$$\frac{x^3+2x}{x^2-1}=\sqrt{x^2-\frac{1}{x}}$$
$$x=?$$
I solved this but the equation $ (2x + 1) (3x ^ 4-x ^ 3 + 2x ^ 2-2x + 1) = 0 $ is formed I answer $ x =- \frac {1} {2} $ I know there is, but I couldn't do the next expression. I need help with that, or someone will solve it in a better way. I'd be happy with that.
On
Your way is fine with a solution for $x=-\frac12$, now we have that
$$3x ^ 4-x ^ 3 + 2x ^ 2-2x + 1=x^2(3x ^ 2-x + 1)+(x-1)^2 > 0$$
since $3x ^ 2-x + 1>0$.
To find complex roots we can refer to Quartic equation.
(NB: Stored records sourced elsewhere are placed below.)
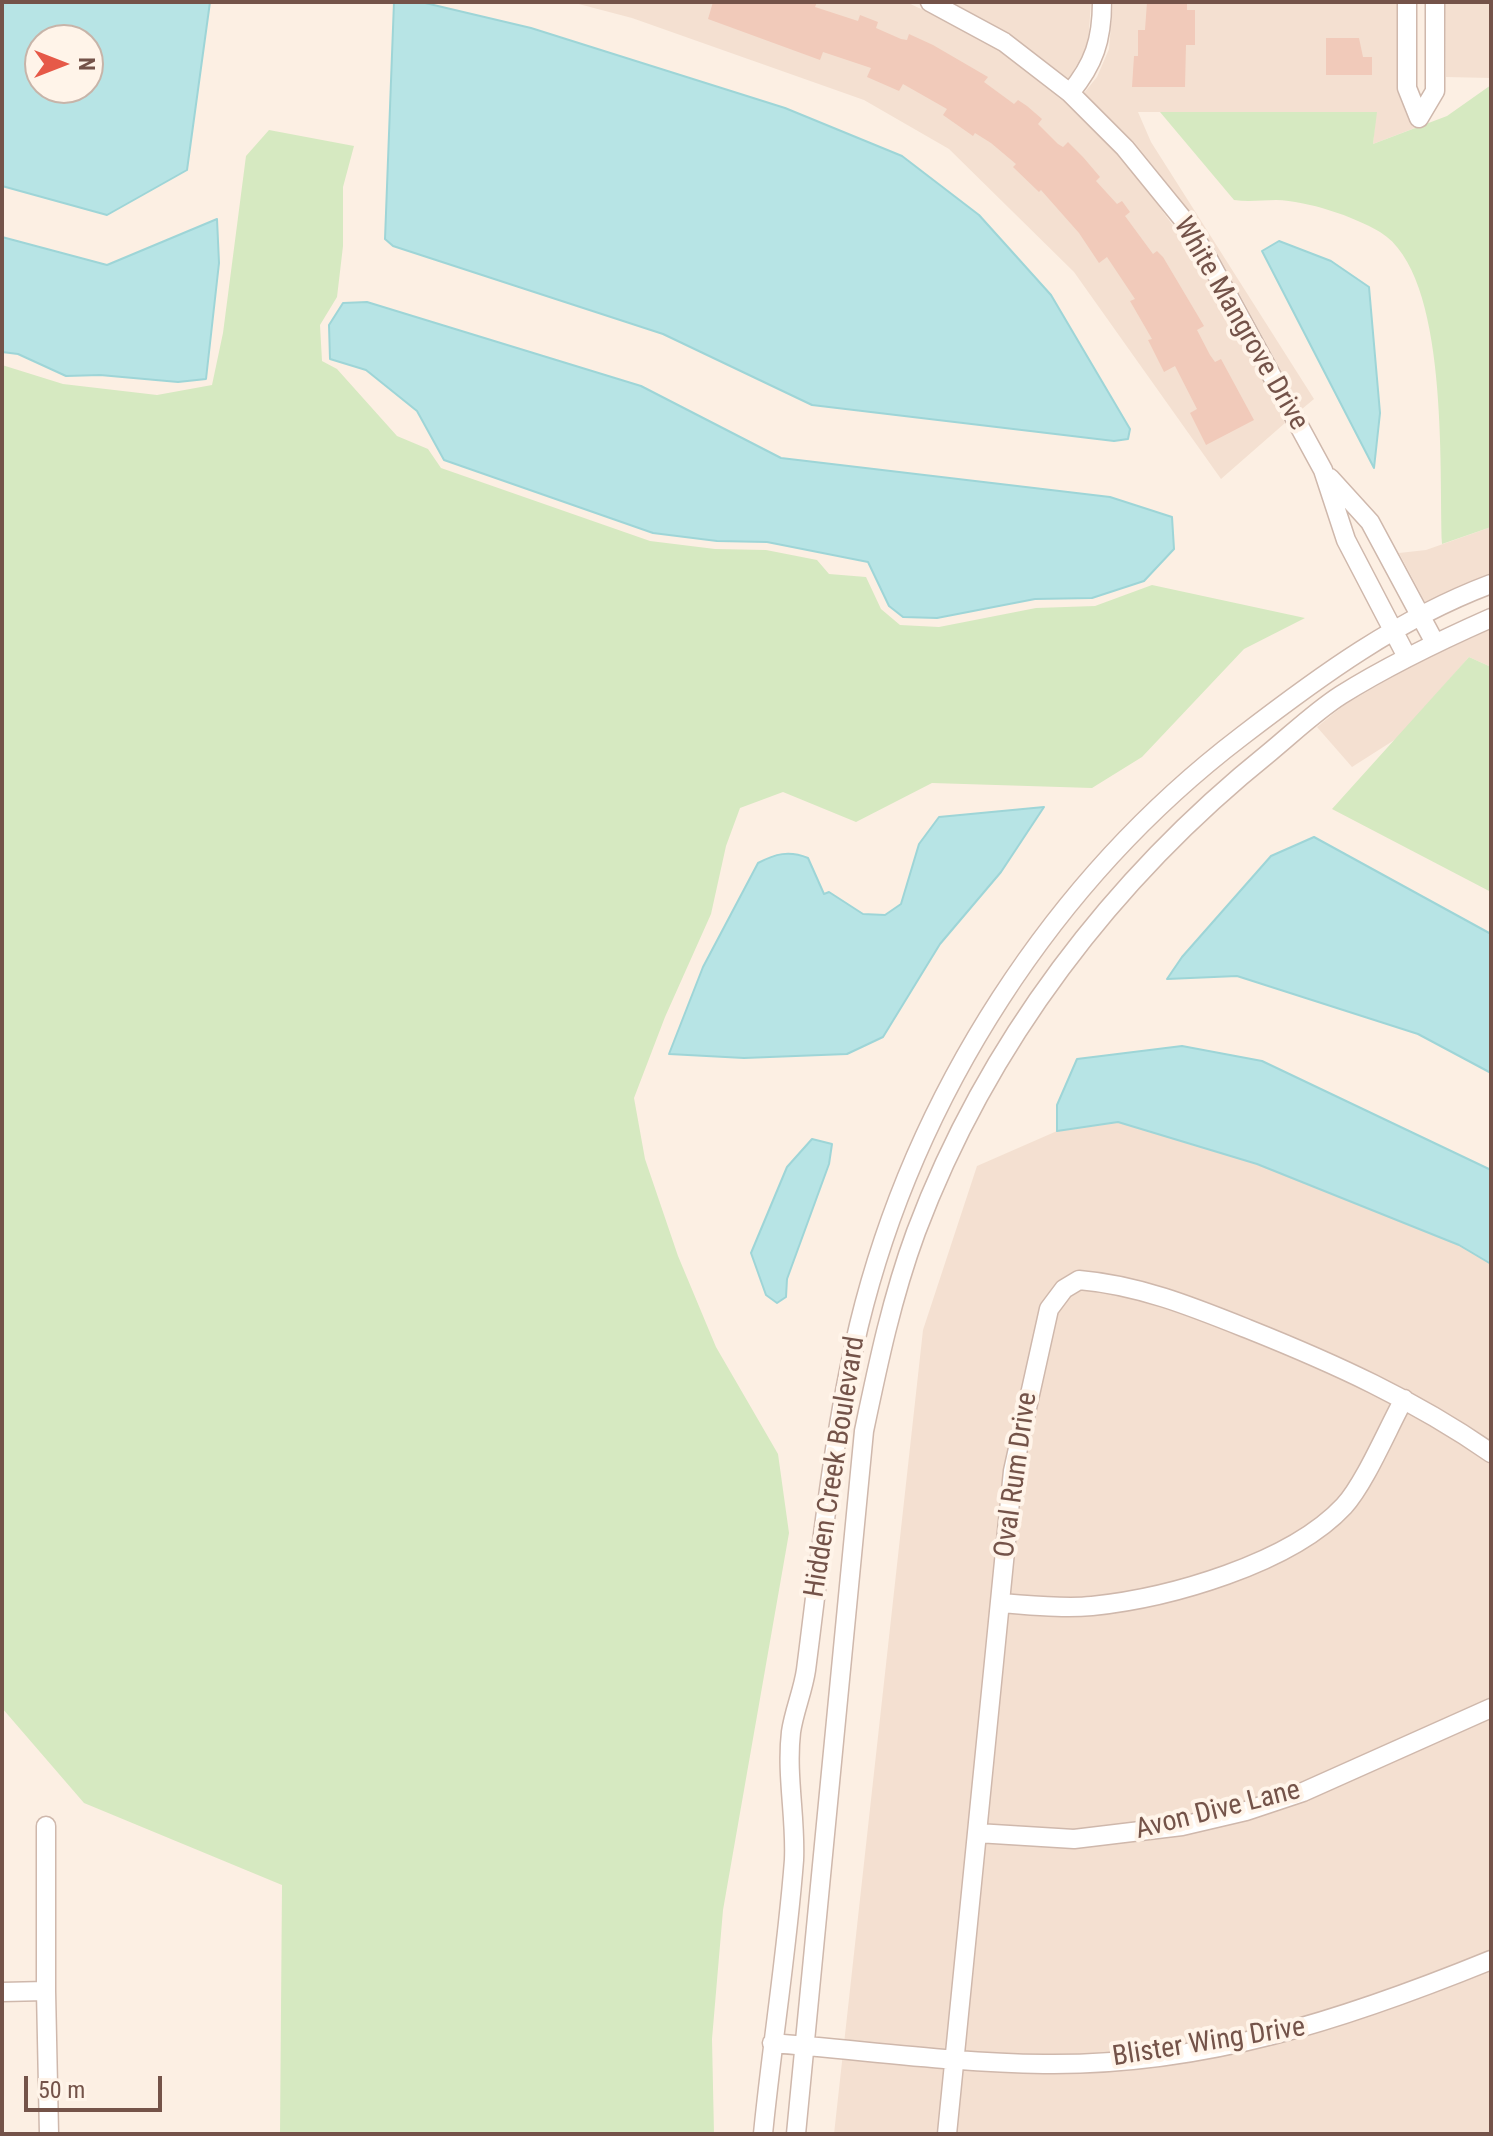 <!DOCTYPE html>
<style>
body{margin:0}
#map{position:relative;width:1493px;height:2136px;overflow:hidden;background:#fcefe3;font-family:"Roboto Condensed",sans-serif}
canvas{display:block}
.frame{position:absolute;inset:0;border:4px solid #745349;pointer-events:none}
.north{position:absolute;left:24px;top:24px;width:80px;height:80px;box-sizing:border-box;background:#fff4e9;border:2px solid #c7b4a9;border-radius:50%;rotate:90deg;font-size:22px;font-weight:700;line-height:32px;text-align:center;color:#745349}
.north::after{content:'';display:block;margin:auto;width:28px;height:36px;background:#e65948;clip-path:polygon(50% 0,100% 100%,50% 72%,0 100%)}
.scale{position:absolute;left:24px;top:2076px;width:138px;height:36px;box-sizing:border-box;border:4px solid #745349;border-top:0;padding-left:10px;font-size:24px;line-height:28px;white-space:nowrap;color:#745349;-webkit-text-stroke:6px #fff4e9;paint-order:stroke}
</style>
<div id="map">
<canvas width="1493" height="2136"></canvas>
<div class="frame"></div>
<div class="north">N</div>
<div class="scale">50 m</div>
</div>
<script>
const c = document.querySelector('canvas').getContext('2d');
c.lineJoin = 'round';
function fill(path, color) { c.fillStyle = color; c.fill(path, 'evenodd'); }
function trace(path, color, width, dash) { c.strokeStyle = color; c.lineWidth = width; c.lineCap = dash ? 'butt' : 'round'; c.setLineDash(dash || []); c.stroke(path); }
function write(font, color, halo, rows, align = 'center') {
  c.font = font + ' "Roboto Condensed",sans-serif'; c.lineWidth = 8; c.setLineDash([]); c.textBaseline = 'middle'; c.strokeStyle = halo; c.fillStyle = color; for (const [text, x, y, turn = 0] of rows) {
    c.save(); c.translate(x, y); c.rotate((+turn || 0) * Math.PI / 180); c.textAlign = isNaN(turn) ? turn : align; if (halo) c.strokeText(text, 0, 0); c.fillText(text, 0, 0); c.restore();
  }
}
fill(new Path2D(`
 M571,2h335l50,23 42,25 65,51 54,53 30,36 49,67 89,166 -64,56 -147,-207 -125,-123 -85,-49 -232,-82z
 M952,2h139l-3,43 -19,34 -58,-44z
 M1113,2h284v89l12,30 19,2 -55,21 3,-32h-238l13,30 163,257 -12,10 -87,-160 -24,-36 -57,-71 -50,-49 13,-16 12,-28z
 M1445,2h46v76l-45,-1z
 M1491,527v46l-66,29 -26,-49 27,-3z
 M1491,629v38l-22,-10 -70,80 -47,30 -35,-40 27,-22 69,-40z
 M1118,1122l139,42 202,81 32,19v870h-657l89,-804 54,-164 80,-35z`), '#f4e0d1');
fill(new Path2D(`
 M1491,85v442l-49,17c-3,-74 8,-270 -62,-312 -27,-16 -72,-31 -104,-32 -14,0 -27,2 -42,0l-74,-88h217l-4,32 74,-28z
 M269,130l85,16 -11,41v59l-6,51 -17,28 2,36 15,8 60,67 31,13 13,19 209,73 65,8 51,1 51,10 12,14 37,3 15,32 19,16 39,2 97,-19 59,-2 57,-21 153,33 -61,31 -102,108 -50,31 -160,-5 -76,39 -73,-30 -43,16 -14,38 -15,68 -46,103 -31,81 11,61 33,97 38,91 62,107 11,79 -66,377 -11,129 2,95h-434l2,-249 -198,-82 -82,-95v-1343l61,19 94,11 55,-10 11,-52 23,-177z
 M1469,657l22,10v225l-159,-83z`), '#d6e9c1');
const water = new Path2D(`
 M2,2h208l-23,168 -80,45 -105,-29zM88,40v48h-48v-48z
 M394,2h27l110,26 254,80 117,48 77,59 72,80 79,134 -2,10 -14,2 -302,-36 -149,-71 -270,-88 -8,-7z
 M217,219l2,44 -13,116 -28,3 -78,-7 -34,1 -48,-22 -16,-2v-115l105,28z
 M1279,241l52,20 38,26 11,126 -6,55 -112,-217z
 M367,302l274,84 140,72 329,39 62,20 2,32 -30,32 -52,17 -57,1 -98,19 -34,-1 -14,-11 -21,-44 -101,-20 -50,-1 -64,-8 -209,-73 -27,-49 -51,-41 -36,-11 -1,-34 14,-22z
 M1044,807l-43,65 -61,72 -57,93 -36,17 -103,4 -75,-4 34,-87 55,-104c17,-9 31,-13 50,-5l16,36 5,-2 34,22 22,1 16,-11 18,-60 20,-27z
 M1314,837l177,97v139l-73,-39 -181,-58 -70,3 15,-22 89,-101z
 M1182,1046l80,15 229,109v94l-32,-19 -202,-81 -139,-42 -61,9v-26l20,-46z
 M812,1139l20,5 -3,20 -42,115 -1,18 -9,6 -11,-8 -15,-42 36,-86z`);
fill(water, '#b7e4e5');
trace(water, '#9ed5d7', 2);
fill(new Path2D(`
 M713,2h104l-2,5 43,14 2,-6 18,7 -2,6 25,11 6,1 2,-6 24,11 55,32 -4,5 30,22 4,-4 9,6 15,13 -4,5 20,20 5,3 5,-5 15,15 17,20 -4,4 21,23 5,-3 8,11 -5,4 28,38 4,-3 6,6 41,69 -7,4 13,25 5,7 6,-3 33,61 -48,25 -16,-32 7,-4 -22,-43 -11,6 -16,-32 4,-1 -22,-38 5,-2 -28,-42 -8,6 -20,-30 -38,-43 -2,2 -26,-25 3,-3 -25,-21 -16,-10 -2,3 -30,-21 4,-6 -44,-25 -4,7 -32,-14 4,-9 -48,-16 -3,8 -112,-41z
 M1147,2h40v8h8v35h-9l-1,42h-53l2,-31h4v-26h7z
 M1326,38h33l4,19h9v18h-46z`), '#f1caba');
const street = new Path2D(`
 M930,2l74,40 66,51 55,55 57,70 23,35 118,217 23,70 61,117
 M1407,2v86l12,30
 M1070,93c24,-29 32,-53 32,-91
 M1419,118l16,-27v-89
 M1330,478l40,44 65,121
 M1000,1603c30,2 62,6 92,3 77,-8 198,-42 252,-100 21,-23 44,-78 60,-107
 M46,1826v165
 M977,1833l97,6 108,-13 64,-15 57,-19 188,-84
 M2,1992l44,-1 3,143
 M772,2043c90,7 181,20 272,21 160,2 302,-45 447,-104
 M763,2134c9,-91 24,-182 31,-274 2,-42 -8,-85 -3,-128 3,-21 12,-41 15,-62 15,-116 26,-231 53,-345 56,-230 194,-445 383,-589 78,-60 156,-117 249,-152
 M796,2134l68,-703c14,-67 28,-134 52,-199 71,-189 197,-354 354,-480 23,-19 46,-41 71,-57 48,-30 98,-54 150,-77
 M947,2134l66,-663 36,-162 15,-20 15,-9c60,5 114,27 169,49 85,34 167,71 243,124`);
trace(street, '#cfb8ac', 21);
trace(street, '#fff', 18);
write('28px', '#745349', '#fff4e9', [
 ["White Mangrove Drive",1240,324,60],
 ["Hidden Creek Boulevard",836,1467,-81],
 ["Oval Rum Drive",1017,1475,-82],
 ["Avon Dive Lane",1218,1811,-14],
 ["Blister Wing Drive",1209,2043,-9]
]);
</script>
Just to give a different approach, note that any solution to $\frac{x^3+2x}{x^2-1}=\sqrt{x^2-\frac{1}{x}}$ must lie in $(-1,0)\cup(1,\infty)$ because the left hand side is negative on $(-\infty,-1)\cup(0,1)$ whereas the right hand side, being a square root, is always non-negative, and the expression is undefined at $x=0$ and $x=\pm1$. Now if $x\lt0$, then $3x^4-x^3+2x^2-2x+1$ is a sum of positive terms (i.e., $x^3$ and $2x$ are negative, so $-x^3$ and $-2x$ are positive), while if $x\gt1$, then
$$3x^4-x^3+2x^2-2x+1\gt3x^4-x^4+2x^2-2x^2+1=2x^4+1\gt0$$
so $3x^4-x^3+2x^2-2x+1$ has no roots in the feasible solution set for $x$. (In fact, as user's answer shows, it has no roots in $(0,1)$ either.)